Patients treated using Levalbuterol needed considerably less β2-agonist and ipratropium bromide treatments in hospitalized sick ones in relation to racemic Albuterol (Gumbhir-Shah et al, 1998)). It translated to an average entire price of nebulizer therapy that was considerably bigger in patients hospitalized with COPD and asthma in racemic Albuterol patients treated in comparison to Levalbuterol administered patients. After calculating for analysis, bottom-line FEV1, and ipratropium application, Levalbuterol was related with a lessened span of stay in the hospital, overall cost reserves and a reduction in the possibility of readmission in hospitals.

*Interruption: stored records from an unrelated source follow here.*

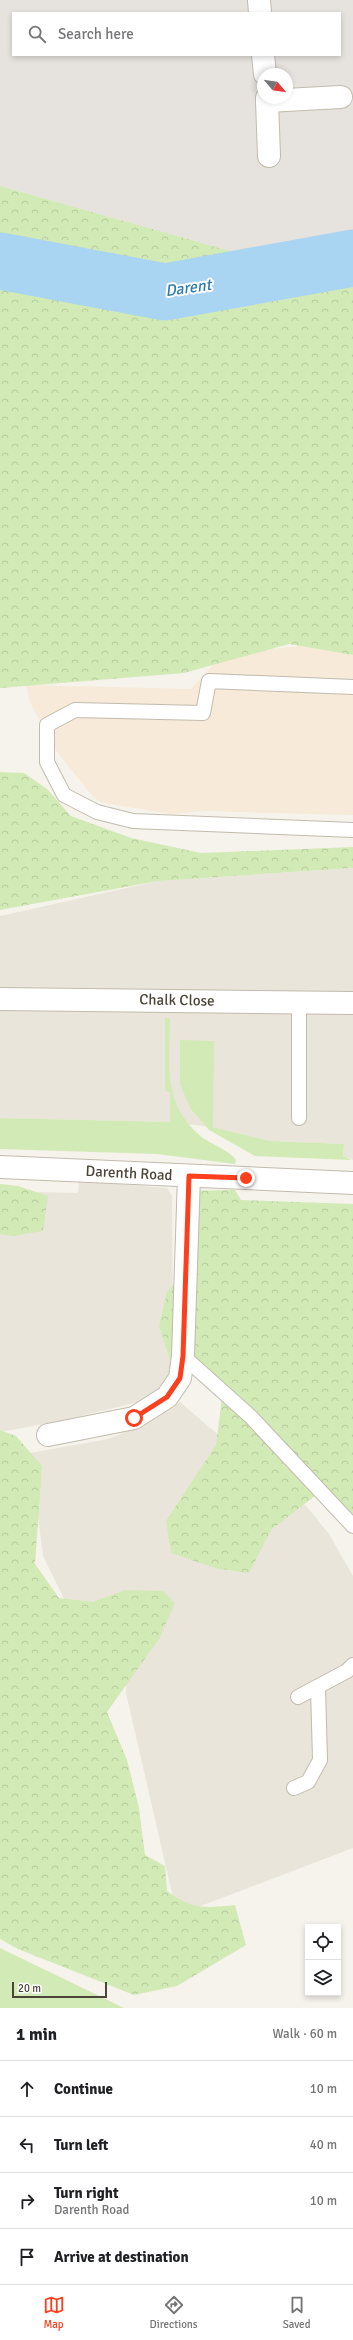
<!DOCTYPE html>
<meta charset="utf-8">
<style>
body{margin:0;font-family:Signika,sans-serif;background:#f6f6f6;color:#202124}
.controls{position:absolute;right:12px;bottom:12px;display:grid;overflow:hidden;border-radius:0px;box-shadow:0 2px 6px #0003}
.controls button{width:36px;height:36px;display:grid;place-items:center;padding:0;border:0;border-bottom:1px solid #e0e0e0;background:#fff;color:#202124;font:20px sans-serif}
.compass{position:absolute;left:257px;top:68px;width:36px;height:36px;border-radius:50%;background:#fff;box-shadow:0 2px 6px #0003;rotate:119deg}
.scale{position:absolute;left:12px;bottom:10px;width:95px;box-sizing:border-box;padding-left:4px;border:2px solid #4b4439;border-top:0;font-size:11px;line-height:14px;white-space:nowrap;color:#4b4439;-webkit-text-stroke:3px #fff;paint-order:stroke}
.stop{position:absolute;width:12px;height:12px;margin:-9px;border:3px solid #fc3f1d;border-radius:50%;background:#fff}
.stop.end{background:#fc3f1d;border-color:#fff;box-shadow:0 1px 4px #0008}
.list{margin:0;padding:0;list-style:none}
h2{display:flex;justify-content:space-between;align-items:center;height:52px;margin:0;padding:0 16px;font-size:17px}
h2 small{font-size:13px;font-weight:400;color:#757577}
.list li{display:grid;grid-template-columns:26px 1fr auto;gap:12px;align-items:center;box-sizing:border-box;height:56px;padding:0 16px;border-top:1px solid #e0e0e0}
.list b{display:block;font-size:15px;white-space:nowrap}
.list p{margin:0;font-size:13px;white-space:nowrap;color:#757577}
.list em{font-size:13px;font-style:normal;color:#757577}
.icon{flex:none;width:22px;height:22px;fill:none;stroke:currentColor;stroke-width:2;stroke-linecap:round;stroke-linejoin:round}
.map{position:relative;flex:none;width:353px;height:2008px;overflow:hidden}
.search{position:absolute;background:#fff;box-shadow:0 2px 6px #0003;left:12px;right:12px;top:12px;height:44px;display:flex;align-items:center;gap:10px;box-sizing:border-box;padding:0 14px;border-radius:0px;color:#757577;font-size:15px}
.sheet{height:276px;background:#fff}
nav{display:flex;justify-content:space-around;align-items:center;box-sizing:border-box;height:56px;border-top:1px solid #e0e0e0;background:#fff;font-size:11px;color:#757577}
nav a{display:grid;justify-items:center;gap:2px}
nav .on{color:#fc3f1d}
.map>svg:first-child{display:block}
.residential{fill:#eae5da}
.commercial{fill:#f7ead8}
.industrial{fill:#e6e2dd;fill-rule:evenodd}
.grass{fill:#d2eab5}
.forest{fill:url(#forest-crowns)}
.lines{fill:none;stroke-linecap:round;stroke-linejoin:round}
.river{stroke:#a9d4f2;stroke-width:57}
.service-casing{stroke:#c2bbae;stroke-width:16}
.minor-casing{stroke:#c2bbae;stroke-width:24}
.service{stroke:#fff;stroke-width:14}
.minor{stroke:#fff;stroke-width:22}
.route{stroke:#fc3f1d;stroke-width:5}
.labels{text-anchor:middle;stroke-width:4;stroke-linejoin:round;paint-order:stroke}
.street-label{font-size:15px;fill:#4b4439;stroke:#fff}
.water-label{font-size:16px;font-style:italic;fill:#2e7ab2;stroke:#fff}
</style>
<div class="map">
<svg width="353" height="2008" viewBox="0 0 353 2008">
<defs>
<pattern id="forest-crowns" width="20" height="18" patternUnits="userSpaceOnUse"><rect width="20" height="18" fill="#d2eab5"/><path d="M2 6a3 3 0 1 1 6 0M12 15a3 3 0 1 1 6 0" fill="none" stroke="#b6ca9c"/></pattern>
</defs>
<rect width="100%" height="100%" fill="#f6f3ec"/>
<g class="residential">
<polygon points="353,868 353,1160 343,1155 344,1144 271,1141 213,1127 166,1122 0,1118 0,916 158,881"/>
<polygon points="79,1181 167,1188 172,1196 173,1350 170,1371 156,1392 138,1402 60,1421 0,1432 0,1191 78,1193"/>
<polygon points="180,1402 209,1427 270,1474 307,1507 329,1534 353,1576 353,1848 177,1915 126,1693 126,1667 71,1613 43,1556 30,1453 108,1439 145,1424"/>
</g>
<polygon class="commercial" points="300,646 353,655 353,815 201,811 171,814 104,803 94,798 54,748 30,702 26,685 191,689 223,654"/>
<path class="industrial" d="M0 0H353V235L241 254 0 186ZM13 13H340V55H13ZM263 74H287V98H263Z"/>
<g class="grass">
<path d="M165 1018H170C170 1065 161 1104 203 1138 213 1145 229 1150 236 1160L235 1164 157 1154 0 1149V1118L170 1122V1092L165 1091Z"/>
<polygon points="180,1040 214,1041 213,1127 271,1141 344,1144 343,1155 351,1160 255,1156 209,1130 190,1108 180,1084"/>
<polygon points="0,1948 124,2008 0,2008"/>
</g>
<g class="forest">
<polygon points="0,186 241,254 353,235 353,655 289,644 184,673 0,688"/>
<polygon points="0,772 24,773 47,789 71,816 131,838 201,853 353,847 353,868 158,881 0,910"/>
<polygon points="0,1184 18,1186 48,1196 43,1231 13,1236 0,1234"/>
<polygon points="235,1190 241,1200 353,1204 353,1514 325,1488 271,1530 249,1573 215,1568 171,1553 166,1521 216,1445 223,1390 206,1365 172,1366 159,1326 167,1292 188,1269 182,1191"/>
<path d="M0 1430 16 1436 42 1466 35 1564 59 1598 93 1602 125 1590 163 1591 175 1603 159 1639 107 1712 127 1760 139 1808 145 1855 165 1866 167 1891C192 1910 205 1908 235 1905L246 1945 177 1986 134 1995 18 1949 0 1939Z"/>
</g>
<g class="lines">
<polyline class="river" points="0,261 165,292 353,258"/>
<defs>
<g id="service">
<polyline points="353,687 209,681 203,713 75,710 47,725 47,762 64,795 97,812 133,821 353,830"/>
<polyline points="299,1003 299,1118"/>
<polyline points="183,1356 251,1417 353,1526"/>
<polyline points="298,1697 347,1671 353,1665"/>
<polyline points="294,1788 308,1782 320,1760 318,1687"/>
</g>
<g id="minor">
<polyline points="259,0 260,13"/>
<polyline points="263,55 265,74"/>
<polyline points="267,98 267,101 341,97"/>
<polyline points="267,101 269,156"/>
<polyline points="0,999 353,1003"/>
<polyline points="0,1167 353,1183"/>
<polyline points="48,1435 134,1418 167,1397 180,1378 183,1356 189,1176"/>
</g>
</defs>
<use href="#service" class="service-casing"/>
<use href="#minor" class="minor-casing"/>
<use href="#service" class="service"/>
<use href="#minor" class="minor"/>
</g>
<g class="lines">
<polyline class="route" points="134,1418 167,1397 180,1378 183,1356 189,1176 246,1178"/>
</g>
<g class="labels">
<g class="street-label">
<text transform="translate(177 1000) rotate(1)" y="5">Chalk Close</text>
<text transform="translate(129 1173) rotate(3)" y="5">Darenth Road</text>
</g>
<g class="water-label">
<text transform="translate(188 287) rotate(-8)" y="6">Darent</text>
</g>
</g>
</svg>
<div class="controls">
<button><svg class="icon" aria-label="locate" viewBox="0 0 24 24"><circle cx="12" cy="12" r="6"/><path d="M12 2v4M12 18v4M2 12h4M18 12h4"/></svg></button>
<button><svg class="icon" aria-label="layers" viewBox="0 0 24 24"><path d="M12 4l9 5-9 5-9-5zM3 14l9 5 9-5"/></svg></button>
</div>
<svg class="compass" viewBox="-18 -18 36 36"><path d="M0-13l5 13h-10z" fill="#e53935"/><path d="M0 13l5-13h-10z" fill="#757577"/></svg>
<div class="scale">20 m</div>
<div class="stop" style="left:134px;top:1418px"></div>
<div class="stop end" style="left:246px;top:1178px"></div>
<div class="search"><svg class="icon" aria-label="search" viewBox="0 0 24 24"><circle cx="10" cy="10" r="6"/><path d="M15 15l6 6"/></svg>Search here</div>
</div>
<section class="sheet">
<h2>1 min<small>Walk · 60 m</small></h2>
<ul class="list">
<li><svg class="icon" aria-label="ahead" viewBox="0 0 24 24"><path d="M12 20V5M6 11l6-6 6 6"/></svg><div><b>Continue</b></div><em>10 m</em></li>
<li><svg class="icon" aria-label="left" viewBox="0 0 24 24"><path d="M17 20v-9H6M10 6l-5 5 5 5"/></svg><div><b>Turn left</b></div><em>40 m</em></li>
<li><svg class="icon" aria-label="right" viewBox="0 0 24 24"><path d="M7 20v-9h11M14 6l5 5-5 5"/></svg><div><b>Turn right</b><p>Darenth Road</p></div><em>10 m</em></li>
<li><svg class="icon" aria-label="arrive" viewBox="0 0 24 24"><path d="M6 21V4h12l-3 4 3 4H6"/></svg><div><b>Arrive at destination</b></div></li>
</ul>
</section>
<nav>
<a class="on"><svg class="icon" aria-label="map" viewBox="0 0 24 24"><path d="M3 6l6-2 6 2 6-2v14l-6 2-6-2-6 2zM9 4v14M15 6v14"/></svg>Map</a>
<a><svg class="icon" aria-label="directions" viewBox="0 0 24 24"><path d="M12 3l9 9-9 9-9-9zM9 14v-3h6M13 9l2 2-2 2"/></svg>Directions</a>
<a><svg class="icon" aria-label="saved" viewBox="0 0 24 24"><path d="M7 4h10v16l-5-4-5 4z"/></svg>Saved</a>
</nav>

In general, Levalbuterol seems to progress pulmonary task to a faintly better degree and last slightly longer than racemic Albuterol for the equal dose of R-Albuterol. The development in pulmonary role is related to 2.5 mg of racemic Albuterol and 0.625 mg of Levalbuterol with reduced toxicity with the second. Albuterol general toxicity follows the total amount of R-Albuterol there in a particular preparation. To add to this, there seems to be a better overall expenditure savings with Levalbuterol in comparison to racemic Albuterol. The expenditure savings appears to be connected to a decrease in duration of hospital stay and a decrease in the entire nebulization therapy when Levalbuterol is applied in relation to racemic Albuterol. The etiologic causes in these variations are vague but might be linked to the S-Albuterol available in one preparation than in the other. According to studies, it is apparent that both albuterol and Levalbuterol are effective and safe whilst employed in constant form in the treatment of asthma (Schreck and Babin, 2005). Nevertheless, studies have revealed that albuterol might be superior compared to Levalbuterol.